• PROBLEM TO WORK ON: Below are the records; work out how many lines among them contain "lineWidth", and write nothing besides that number.

• RECORD EXTRACTS:
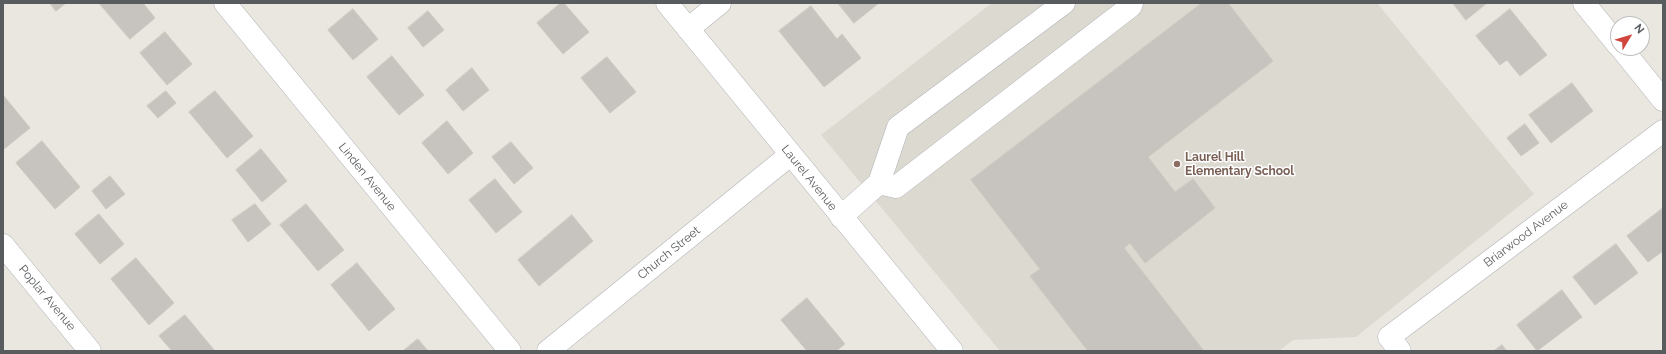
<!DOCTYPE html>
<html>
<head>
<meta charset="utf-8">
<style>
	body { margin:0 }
	#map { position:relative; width:1666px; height:354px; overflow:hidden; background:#eae7e0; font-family:Raleway,sans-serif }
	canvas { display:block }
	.frame { position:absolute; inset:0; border:4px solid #595c5f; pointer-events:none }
	.north { position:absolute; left:1610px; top:16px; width:40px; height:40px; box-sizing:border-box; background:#fff; border:1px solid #bdbebf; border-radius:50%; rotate:52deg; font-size:11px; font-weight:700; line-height:16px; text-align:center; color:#595c5f }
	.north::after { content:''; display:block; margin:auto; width:14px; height:18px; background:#d1453f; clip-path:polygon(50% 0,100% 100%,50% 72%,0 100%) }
</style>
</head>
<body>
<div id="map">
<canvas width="1666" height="354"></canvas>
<div class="frame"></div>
<div class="north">N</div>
</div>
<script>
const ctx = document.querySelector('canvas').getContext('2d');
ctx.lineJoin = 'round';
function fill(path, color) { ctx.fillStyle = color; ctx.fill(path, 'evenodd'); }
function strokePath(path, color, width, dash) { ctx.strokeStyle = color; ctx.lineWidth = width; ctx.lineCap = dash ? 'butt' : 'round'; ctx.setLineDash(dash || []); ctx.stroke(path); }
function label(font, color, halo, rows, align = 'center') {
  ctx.font = font + ' Raleway,sans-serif'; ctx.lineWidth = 3; ctx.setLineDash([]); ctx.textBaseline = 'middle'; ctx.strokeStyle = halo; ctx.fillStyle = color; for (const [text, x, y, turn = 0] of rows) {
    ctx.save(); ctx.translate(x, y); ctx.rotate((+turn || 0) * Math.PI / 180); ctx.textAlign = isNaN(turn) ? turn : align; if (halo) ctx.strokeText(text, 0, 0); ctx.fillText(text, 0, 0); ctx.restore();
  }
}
fill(new Path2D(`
	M992 3H1377L1534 194 1356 337 1293 340 1279 351H1000L821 135Z`), '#dcd9d1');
const building = new Path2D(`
	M50 3H66L56 11Z
	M99 3H143L155 18 130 39Z
	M561 3H564L589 32 563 54 537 23Z
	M838 3H879L854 23Z
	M1202 3H1228L1273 61 1148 157 1175 192 1193 179 1215 208 1145 263 1130 243 1124 248 1204 351H1088L1030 276 1040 269 971 180Z
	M1453 3H1487L1466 20Z
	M811 6 837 39 842 34 861 58 824 87 779 31Z
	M353 9 378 39 353 60 328 30Z
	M1510 9 1547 55 1520 76 1507 60 1500 65 1476 36Z
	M428 11 444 30 423 47 408 28Z
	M165 32 192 64 167 85 140 53Z
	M392 56 424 95 399 115 367 77Z
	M607 57 636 92 610 113 581 78Z
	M472 68 489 90 463 111 446 90Z
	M1572 83 1593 111 1551 143 1529 115Z
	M166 91 176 103 158 118 147 106Z
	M215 91 253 136 227 158 189 112Z
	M3 95 30 128 4 149 3 148Z
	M447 121 473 153 448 174 422 143Z
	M1525 124 1539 143 1521 156 1507 138Z
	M42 141 80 187 55 209 16 163Z
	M511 142 533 168 514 184 492 157Z
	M261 149 287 181 262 202 236 170Z
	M110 176 125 194 106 209 92 191Z
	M495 179 522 212 496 233 469 200Z
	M255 204 271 224 248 242 232 220Z
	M306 204 344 250 318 271 280 225Z
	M1663 208V251L1648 262 1627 236Z
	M99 214 124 244 100 264 75 234Z
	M572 215 593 241 539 286 518 260Z
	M1616 244 1638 273 1595 305 1573 277Z
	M136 258 174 303 149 325 111 279Z
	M357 263 395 309 369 331 331 285Z
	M1562 290 1582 317 1537 351 1517 325Z
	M807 298 845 344 836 351H807L781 320Z
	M185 315 215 351H172L159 336Z
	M418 339 428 351H403Z
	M1502 345 1507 351H1494Z`);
fill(building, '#c7c4bf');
strokePath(building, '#cdc9bf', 1);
const minor = new Path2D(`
	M225 3 510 351
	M667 3 952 351
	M1584 3 1618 45
	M688 29 720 3
	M1621 48 1663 100
	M879 183 896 187 1131 6 1132 3
	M841 217 879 183 898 127 1064 3
	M3 245 90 351
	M548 351 790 155
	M1400 351 1389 337 1663 131`);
strokePath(minor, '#b1b3b6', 23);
strokePath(minor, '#fff', 22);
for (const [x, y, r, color] of [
	[1177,164,4,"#8d6e63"]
]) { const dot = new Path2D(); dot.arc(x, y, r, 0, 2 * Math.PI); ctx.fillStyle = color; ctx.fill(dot); strokePath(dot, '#fff', 1.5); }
label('bold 12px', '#785e54', '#fff', [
	["Laurel Hill",1185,157],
	["Elementary School",1185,171]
], 'left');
label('12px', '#595c5f', '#fff', [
	["Linden Avenue",367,177,51],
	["Laurel Avenue",809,178,51],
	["Briarwood Avenue",1526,234,-37],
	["Church Street",669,253,-39],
	["Poplar Avenue",47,298,50]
]);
</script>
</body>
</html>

• EXERCISE RESPONSE: 2